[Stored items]
◇ ◇ ◇ ◇

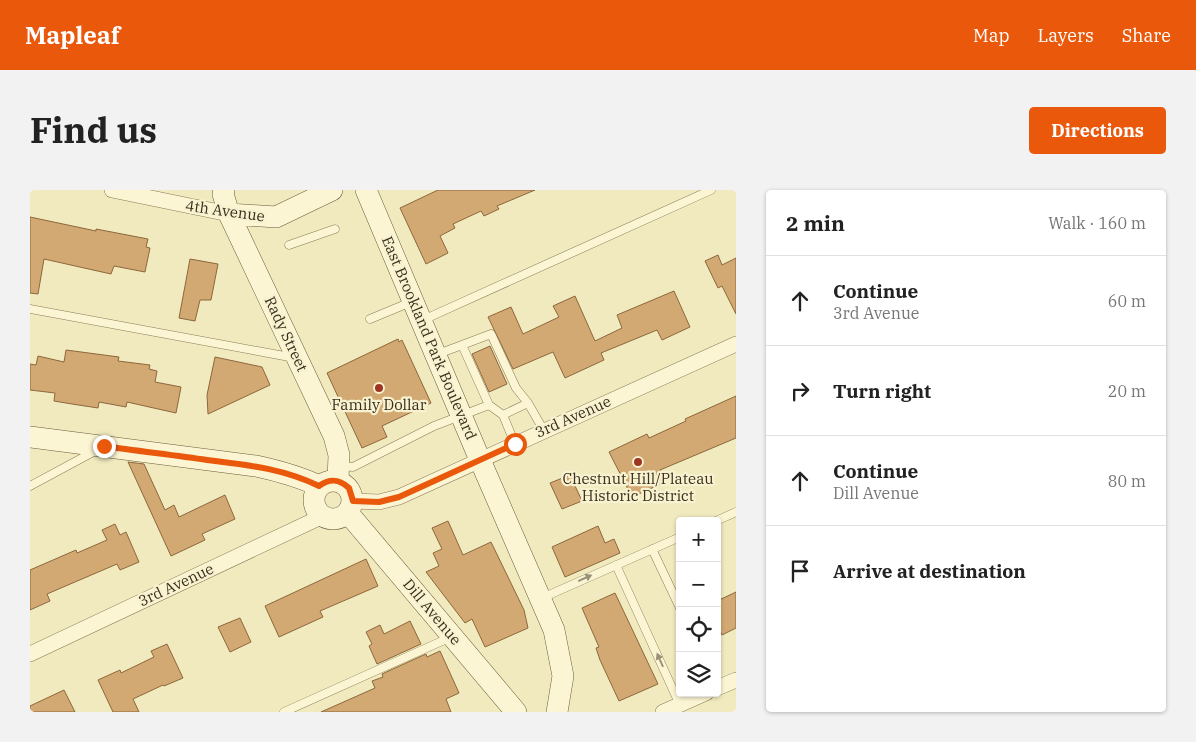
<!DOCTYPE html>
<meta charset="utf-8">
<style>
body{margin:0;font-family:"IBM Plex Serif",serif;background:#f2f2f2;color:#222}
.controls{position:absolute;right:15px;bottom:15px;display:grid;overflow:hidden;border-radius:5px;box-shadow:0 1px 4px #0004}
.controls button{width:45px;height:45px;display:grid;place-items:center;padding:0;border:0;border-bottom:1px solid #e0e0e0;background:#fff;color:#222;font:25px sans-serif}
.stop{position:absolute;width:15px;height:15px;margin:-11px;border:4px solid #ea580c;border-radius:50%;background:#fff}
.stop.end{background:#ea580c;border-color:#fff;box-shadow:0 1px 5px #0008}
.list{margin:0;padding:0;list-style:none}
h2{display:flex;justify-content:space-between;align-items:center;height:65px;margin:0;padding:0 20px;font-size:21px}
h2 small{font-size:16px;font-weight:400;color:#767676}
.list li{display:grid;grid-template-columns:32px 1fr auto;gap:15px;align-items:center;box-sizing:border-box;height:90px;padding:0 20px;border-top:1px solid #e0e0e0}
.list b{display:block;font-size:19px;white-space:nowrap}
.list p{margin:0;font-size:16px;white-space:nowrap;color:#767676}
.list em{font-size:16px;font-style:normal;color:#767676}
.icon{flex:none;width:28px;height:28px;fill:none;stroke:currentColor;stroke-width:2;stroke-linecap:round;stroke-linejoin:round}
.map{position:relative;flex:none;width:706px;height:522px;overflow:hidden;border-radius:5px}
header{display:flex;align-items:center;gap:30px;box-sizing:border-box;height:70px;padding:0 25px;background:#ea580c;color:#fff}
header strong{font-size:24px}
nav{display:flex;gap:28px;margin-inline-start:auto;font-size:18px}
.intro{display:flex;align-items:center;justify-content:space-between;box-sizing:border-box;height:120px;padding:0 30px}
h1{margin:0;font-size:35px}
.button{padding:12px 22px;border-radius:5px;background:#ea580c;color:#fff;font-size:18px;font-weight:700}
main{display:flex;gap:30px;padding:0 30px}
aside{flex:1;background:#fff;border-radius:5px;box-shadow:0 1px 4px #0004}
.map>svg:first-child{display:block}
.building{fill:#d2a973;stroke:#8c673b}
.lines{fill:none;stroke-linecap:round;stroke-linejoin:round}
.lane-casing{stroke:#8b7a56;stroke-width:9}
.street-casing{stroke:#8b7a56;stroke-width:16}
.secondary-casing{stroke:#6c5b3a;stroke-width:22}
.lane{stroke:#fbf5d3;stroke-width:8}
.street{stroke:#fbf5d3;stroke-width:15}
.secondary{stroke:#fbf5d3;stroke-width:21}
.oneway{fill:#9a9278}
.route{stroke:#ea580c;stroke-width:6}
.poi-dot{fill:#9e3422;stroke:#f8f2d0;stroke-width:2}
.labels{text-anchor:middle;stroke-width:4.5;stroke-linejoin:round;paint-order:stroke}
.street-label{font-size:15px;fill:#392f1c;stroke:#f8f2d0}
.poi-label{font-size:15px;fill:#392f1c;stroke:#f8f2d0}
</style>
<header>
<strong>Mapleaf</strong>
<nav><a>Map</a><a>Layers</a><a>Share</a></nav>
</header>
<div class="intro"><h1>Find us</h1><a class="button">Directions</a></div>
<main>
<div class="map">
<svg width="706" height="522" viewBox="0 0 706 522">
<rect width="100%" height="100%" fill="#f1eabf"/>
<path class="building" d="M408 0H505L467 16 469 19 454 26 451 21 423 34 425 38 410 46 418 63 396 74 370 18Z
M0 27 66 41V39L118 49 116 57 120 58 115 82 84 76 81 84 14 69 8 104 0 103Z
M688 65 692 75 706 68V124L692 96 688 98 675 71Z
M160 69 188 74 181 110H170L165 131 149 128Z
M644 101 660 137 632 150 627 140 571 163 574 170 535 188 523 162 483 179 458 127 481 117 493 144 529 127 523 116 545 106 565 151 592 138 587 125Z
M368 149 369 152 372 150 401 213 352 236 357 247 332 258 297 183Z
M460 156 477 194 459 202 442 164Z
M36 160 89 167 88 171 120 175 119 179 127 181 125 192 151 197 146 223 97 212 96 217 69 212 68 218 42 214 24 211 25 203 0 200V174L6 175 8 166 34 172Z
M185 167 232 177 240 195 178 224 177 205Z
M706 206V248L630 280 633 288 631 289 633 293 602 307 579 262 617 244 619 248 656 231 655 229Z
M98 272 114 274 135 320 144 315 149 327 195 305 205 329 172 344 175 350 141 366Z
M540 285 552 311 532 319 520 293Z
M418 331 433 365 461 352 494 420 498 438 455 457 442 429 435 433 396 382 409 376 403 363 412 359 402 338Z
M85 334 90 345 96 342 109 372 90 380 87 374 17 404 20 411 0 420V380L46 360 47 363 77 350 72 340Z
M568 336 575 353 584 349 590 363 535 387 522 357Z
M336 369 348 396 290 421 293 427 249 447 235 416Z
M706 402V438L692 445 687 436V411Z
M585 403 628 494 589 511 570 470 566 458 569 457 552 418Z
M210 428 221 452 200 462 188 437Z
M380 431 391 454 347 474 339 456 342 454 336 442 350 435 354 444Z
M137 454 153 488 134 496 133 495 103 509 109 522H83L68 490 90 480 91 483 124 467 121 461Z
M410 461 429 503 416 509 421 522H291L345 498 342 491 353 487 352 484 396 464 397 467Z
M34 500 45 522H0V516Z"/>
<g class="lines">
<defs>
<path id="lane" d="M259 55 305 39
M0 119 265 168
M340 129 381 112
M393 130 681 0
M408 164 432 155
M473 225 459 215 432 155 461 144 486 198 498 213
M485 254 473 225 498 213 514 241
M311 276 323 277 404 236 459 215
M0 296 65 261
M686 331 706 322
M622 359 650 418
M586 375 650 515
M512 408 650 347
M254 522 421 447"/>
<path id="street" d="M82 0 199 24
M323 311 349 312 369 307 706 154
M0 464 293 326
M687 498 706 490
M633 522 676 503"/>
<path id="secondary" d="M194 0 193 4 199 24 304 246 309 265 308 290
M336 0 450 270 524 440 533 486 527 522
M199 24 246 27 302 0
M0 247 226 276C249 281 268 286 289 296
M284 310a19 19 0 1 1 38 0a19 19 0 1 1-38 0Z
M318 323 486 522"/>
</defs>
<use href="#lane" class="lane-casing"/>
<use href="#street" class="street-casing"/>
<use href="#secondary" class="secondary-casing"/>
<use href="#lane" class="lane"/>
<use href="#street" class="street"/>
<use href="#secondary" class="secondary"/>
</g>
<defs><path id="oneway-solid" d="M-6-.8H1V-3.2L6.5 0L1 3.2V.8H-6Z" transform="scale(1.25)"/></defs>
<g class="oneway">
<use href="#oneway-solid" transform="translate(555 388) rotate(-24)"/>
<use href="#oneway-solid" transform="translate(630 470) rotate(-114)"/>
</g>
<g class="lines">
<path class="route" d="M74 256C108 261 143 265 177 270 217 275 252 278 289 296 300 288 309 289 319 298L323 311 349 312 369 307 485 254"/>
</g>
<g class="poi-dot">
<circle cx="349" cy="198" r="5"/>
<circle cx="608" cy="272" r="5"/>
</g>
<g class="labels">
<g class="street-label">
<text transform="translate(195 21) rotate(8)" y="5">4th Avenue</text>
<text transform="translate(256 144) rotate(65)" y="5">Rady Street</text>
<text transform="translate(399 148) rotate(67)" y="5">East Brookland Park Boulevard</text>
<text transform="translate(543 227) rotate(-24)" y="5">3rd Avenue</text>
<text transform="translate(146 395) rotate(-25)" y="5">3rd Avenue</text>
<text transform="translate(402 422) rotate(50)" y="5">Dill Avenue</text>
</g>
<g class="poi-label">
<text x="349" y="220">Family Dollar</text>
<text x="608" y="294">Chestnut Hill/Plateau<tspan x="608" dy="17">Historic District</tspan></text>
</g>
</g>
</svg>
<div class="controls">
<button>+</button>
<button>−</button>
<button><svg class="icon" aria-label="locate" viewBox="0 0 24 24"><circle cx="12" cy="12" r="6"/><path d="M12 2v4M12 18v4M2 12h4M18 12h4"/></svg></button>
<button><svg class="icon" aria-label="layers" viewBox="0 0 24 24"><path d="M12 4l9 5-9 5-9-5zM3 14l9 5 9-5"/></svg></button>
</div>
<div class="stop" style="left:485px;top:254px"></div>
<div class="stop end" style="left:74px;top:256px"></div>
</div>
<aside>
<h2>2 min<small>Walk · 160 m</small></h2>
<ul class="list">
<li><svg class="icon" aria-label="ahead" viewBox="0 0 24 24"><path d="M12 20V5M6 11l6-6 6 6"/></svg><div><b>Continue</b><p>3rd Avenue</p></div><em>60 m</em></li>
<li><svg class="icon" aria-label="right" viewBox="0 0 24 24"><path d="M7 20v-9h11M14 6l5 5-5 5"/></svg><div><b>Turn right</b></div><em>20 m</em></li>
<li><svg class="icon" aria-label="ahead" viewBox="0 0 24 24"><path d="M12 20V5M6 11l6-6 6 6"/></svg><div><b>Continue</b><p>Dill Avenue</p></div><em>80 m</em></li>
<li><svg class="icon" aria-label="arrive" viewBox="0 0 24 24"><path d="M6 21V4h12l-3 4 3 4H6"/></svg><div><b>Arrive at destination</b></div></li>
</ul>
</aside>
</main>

◇ ◇ ◇ ◇

- [Assignment]: Check each line above for the word "header" and say how many have it, with nothing else.

- [Exercise solution]: 4